Prisons have long been on the legislative back burner when it comes to money in this poor state, says journalist Jerry Mitchell, founder of the Mississippi Center for Investigative Reporting.

"Over the past six years, they've cut funding over $200 million for the Department of Corrections," Mitchell says. "They're not even replacing light bulbs."

Over time, he says, that has the effect of "just pretty much everything going to hell."

That's despite warnings from former prison commissioners that without additional funding, the system faced a mounting crisis. Now it's reality, and state leaders are talking about reforms.

"We have the obligation and responsibility to, once we place people in custody, to see that they're treated fairly, humanely," says Republican Kevin Horan, chairman of the Mississippi House Corrections Committee.

Gov. Reeves has publicly acknowledged the state needs to bring its prison population to manageable levels.

"We know that there are people in prison today who do not need to be there," he said. "We want to fix that."

The question is how, and whether there's political will to address the funding issue. Reeves has said he's not looking to invest more in prisons right now.

Johnson warns if the state doesn't pay up now, it may be forced to later by federal mandate.

"What we do now in getting it fixed will be a whole lot less expensive than if we wait for the Justice Department to come in and tell us what to do," Johnson says.

Advocates fear solving the prison crisis will again be pushed aside, as the nation and the state confront the coronavirus pandemic and its economic fallout.

Before adjourning to abide by a stay-at-home order, legislative committees were looking at reforms, including revising mandatory sentencing, adding workforce training programs, and providing transitional housing. Hundreds of inmates are eligible for parole, but can't be released because the state requires them to have a physical address to get out of prison.

Horan says since the mid-90's, the state has relied too heavily on incarceration, and not invested enough in programs with incentives for reducing time, and helping prisoners transition safely back into society.

He says when you tell someone with a 20-year sentence that there's nothing they can do to reduce their sentence, it's easy to lose hope.

"Then quite naturally, that individual is not going to be programmed to be a productive inmate, a rule abiding inmate," says Horan.

It's the same question posed by former prisoner turned advocate John Knight.

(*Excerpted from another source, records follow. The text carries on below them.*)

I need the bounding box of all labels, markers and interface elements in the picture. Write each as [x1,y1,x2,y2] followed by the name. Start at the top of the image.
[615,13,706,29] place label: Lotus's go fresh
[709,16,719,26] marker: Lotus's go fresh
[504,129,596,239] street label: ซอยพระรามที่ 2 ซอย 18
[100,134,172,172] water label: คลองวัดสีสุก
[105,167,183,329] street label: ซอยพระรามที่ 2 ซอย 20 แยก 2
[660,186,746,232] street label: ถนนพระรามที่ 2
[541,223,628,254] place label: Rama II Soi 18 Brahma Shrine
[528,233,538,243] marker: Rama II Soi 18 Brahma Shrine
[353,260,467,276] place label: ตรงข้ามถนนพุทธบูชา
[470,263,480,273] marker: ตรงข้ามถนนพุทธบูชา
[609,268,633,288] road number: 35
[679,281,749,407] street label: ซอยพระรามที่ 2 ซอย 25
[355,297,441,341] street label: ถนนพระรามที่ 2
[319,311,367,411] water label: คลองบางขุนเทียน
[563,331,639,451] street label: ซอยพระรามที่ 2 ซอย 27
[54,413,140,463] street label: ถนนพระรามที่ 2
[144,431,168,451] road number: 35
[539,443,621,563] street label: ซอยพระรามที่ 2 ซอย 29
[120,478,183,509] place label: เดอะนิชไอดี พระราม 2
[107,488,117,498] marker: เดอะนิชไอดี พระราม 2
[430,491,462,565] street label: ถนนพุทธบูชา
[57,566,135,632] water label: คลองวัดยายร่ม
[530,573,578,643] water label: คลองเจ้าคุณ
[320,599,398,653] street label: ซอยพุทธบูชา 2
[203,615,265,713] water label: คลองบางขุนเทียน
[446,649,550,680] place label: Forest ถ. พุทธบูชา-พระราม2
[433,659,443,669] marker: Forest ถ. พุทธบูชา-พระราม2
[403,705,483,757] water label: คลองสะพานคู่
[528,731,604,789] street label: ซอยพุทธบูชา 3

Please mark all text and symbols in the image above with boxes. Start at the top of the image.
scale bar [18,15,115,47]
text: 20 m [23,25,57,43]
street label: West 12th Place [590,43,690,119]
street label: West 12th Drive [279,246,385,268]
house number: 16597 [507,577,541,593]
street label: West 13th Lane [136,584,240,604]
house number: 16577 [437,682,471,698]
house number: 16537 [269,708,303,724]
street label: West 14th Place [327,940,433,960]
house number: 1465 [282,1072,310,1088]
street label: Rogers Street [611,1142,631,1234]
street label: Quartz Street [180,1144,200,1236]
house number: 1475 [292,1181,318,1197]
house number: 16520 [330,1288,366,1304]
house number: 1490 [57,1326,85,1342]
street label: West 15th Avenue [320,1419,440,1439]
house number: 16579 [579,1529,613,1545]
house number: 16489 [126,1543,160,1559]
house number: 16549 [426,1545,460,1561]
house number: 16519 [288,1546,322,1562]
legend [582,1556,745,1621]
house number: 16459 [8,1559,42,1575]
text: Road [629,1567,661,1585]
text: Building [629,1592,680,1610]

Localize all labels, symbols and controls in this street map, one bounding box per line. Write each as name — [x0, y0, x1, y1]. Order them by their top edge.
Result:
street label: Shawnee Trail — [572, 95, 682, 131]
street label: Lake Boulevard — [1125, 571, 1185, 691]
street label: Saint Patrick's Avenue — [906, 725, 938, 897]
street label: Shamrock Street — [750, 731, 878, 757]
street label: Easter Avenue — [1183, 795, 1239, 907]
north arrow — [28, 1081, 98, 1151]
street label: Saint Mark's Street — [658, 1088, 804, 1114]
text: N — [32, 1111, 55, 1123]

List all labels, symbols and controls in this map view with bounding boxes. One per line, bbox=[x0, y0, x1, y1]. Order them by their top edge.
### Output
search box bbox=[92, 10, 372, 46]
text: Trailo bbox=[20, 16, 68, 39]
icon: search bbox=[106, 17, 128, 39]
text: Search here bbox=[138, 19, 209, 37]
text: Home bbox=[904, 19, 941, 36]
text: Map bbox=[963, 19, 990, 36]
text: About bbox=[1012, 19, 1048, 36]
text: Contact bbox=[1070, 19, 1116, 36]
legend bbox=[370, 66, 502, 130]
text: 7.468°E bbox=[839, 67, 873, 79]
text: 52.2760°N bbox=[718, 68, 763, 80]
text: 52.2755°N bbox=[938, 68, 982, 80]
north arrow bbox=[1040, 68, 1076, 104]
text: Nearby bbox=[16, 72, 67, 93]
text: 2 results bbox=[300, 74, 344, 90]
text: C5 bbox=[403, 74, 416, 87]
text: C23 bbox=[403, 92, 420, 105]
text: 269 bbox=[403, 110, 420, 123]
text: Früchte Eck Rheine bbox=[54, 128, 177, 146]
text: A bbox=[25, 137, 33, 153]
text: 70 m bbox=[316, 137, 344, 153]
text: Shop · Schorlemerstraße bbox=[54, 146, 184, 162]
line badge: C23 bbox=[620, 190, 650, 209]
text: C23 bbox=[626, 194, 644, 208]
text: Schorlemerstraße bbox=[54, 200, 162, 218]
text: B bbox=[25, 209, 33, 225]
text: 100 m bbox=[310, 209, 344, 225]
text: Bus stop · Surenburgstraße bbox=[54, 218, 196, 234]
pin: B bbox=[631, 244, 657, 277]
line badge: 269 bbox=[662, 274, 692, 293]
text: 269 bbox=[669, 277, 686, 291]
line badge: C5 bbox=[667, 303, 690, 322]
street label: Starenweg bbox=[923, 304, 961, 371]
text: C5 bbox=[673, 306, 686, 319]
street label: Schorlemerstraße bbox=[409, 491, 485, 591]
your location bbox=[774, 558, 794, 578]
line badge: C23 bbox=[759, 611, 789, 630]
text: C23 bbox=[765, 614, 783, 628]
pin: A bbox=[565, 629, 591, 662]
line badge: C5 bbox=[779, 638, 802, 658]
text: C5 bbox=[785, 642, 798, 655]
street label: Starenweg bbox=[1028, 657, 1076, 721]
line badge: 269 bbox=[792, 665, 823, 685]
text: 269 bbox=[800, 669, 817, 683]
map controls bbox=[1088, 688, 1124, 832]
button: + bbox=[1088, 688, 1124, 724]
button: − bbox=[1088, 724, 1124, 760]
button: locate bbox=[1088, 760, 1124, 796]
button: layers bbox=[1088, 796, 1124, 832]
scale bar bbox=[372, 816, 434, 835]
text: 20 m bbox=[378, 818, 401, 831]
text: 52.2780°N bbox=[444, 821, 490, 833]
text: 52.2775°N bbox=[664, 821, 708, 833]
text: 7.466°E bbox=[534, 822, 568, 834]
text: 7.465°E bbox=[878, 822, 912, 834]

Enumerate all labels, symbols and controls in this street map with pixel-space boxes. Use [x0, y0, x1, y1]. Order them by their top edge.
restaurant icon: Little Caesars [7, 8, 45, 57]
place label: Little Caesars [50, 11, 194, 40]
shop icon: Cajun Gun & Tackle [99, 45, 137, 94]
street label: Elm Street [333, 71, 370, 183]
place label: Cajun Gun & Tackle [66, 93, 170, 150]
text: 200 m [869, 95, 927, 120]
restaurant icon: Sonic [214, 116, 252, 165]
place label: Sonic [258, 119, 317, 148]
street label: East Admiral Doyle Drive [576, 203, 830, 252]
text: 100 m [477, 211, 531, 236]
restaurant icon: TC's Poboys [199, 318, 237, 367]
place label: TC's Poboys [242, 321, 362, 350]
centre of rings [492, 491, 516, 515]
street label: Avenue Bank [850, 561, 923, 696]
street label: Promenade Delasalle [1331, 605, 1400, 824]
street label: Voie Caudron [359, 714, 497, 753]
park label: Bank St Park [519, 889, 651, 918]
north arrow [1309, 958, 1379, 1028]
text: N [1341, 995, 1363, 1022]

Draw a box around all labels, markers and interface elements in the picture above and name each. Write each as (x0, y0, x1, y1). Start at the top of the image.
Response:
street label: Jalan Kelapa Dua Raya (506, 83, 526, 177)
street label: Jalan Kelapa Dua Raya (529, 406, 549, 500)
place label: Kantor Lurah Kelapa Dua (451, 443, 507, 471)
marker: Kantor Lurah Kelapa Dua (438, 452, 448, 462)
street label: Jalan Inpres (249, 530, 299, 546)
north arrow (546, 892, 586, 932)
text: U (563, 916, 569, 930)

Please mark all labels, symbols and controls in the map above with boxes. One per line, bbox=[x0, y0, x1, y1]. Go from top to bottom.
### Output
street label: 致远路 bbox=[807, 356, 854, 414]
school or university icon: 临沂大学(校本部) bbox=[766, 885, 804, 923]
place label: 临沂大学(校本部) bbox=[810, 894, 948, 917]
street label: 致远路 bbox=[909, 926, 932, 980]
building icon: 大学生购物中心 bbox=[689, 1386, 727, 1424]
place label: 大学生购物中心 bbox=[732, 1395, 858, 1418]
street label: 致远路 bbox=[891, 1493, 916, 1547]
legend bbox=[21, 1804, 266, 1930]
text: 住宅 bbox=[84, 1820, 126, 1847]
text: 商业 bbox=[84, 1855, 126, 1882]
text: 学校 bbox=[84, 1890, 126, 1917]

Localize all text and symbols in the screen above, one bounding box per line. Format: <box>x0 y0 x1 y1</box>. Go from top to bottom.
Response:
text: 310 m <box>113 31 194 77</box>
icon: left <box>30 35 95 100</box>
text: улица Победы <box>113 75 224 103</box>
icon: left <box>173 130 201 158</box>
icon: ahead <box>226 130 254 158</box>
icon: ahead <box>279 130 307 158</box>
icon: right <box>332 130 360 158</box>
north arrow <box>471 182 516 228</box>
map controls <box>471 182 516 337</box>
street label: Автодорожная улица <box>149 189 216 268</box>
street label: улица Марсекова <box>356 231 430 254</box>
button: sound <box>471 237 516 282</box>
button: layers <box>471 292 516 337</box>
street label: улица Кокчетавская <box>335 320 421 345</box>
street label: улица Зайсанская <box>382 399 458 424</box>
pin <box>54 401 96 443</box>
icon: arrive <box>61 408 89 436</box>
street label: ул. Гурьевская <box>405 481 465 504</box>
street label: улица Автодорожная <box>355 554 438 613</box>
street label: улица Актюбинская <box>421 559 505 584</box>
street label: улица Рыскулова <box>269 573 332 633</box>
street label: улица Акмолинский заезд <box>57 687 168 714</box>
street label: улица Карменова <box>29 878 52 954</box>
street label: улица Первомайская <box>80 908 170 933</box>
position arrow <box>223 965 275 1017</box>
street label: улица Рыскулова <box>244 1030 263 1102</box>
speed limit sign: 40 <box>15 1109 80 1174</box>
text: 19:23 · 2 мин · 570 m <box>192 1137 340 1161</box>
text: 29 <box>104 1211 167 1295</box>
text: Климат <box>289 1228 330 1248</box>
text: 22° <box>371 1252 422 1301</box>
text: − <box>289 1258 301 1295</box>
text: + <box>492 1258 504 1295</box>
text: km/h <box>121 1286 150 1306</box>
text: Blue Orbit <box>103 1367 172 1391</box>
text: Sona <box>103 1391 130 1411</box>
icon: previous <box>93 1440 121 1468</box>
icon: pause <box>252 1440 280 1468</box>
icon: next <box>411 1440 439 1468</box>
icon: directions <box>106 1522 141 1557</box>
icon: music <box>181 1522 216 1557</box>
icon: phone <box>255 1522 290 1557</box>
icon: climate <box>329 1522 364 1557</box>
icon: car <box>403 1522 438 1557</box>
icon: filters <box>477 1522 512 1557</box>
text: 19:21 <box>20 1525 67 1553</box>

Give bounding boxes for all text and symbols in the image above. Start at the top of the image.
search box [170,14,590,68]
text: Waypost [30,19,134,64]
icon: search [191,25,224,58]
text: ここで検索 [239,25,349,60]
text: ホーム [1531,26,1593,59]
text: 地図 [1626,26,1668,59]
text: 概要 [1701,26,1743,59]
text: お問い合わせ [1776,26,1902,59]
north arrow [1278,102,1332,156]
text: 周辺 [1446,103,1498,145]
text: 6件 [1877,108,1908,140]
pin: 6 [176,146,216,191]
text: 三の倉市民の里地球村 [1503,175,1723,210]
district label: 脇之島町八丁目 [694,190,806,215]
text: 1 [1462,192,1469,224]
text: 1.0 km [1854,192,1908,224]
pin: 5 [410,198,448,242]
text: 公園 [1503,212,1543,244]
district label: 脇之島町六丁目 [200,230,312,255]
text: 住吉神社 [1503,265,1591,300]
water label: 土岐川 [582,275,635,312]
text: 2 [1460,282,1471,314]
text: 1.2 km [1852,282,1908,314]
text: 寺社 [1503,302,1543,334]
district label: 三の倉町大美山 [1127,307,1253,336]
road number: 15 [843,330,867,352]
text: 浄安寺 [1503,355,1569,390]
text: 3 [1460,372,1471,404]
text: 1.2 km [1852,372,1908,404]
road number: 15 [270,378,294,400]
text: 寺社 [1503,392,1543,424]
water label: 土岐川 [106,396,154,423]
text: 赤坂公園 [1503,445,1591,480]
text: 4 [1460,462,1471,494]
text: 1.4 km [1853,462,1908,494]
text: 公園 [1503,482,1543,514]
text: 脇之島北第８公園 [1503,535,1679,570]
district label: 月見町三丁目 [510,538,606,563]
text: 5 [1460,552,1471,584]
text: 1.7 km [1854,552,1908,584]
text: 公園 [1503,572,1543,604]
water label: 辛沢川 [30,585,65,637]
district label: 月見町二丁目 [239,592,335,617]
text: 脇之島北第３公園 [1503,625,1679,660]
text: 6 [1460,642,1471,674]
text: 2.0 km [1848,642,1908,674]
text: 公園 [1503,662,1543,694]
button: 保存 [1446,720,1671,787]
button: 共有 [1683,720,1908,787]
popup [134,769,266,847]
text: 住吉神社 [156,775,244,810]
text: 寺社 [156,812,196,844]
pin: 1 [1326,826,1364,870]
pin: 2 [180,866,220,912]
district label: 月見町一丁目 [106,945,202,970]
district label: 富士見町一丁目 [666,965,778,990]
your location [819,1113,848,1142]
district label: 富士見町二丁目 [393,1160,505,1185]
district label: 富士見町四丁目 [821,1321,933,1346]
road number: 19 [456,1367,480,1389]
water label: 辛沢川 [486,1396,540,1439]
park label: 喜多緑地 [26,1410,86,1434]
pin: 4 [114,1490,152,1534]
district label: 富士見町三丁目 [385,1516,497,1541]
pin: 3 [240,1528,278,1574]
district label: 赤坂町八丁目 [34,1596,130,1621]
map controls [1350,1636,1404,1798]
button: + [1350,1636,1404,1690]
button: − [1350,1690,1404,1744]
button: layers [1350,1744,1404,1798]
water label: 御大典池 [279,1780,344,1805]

"What do they have to be good for?" he asks.

On January 26, the Mississippi Department of Corrections sent out a news release that 26-year-old Joshua Norman had been found dead on a Sunday morning, hanging in his one-man cell at Parchman.

"Supposedly, he committed suicide," says his aunt, Janice Sherman. "I don't believe that happened to him."

She says he had been running from violence and brutality since he first entered the Mississippi Department of Corrections at age 16.

"He had no idea the trauma that awaited him," says Sherman. "It's just a very sad story."

He wrote to her that a gang was pressuring him to stab another inmate, but he was resisting, and had been beaten.

"If he did commit suicide, he may have been under duress to do it," she says. "There were just unanswered questions."

She's looking for accountability.

"We can't do anything to bring him back, but there are lots of people's sons and grandsons that are still in there," Sherman says. "You can't live every day knowing that you might die the same day."

Sherman says a prison sentence should not be a death sentence.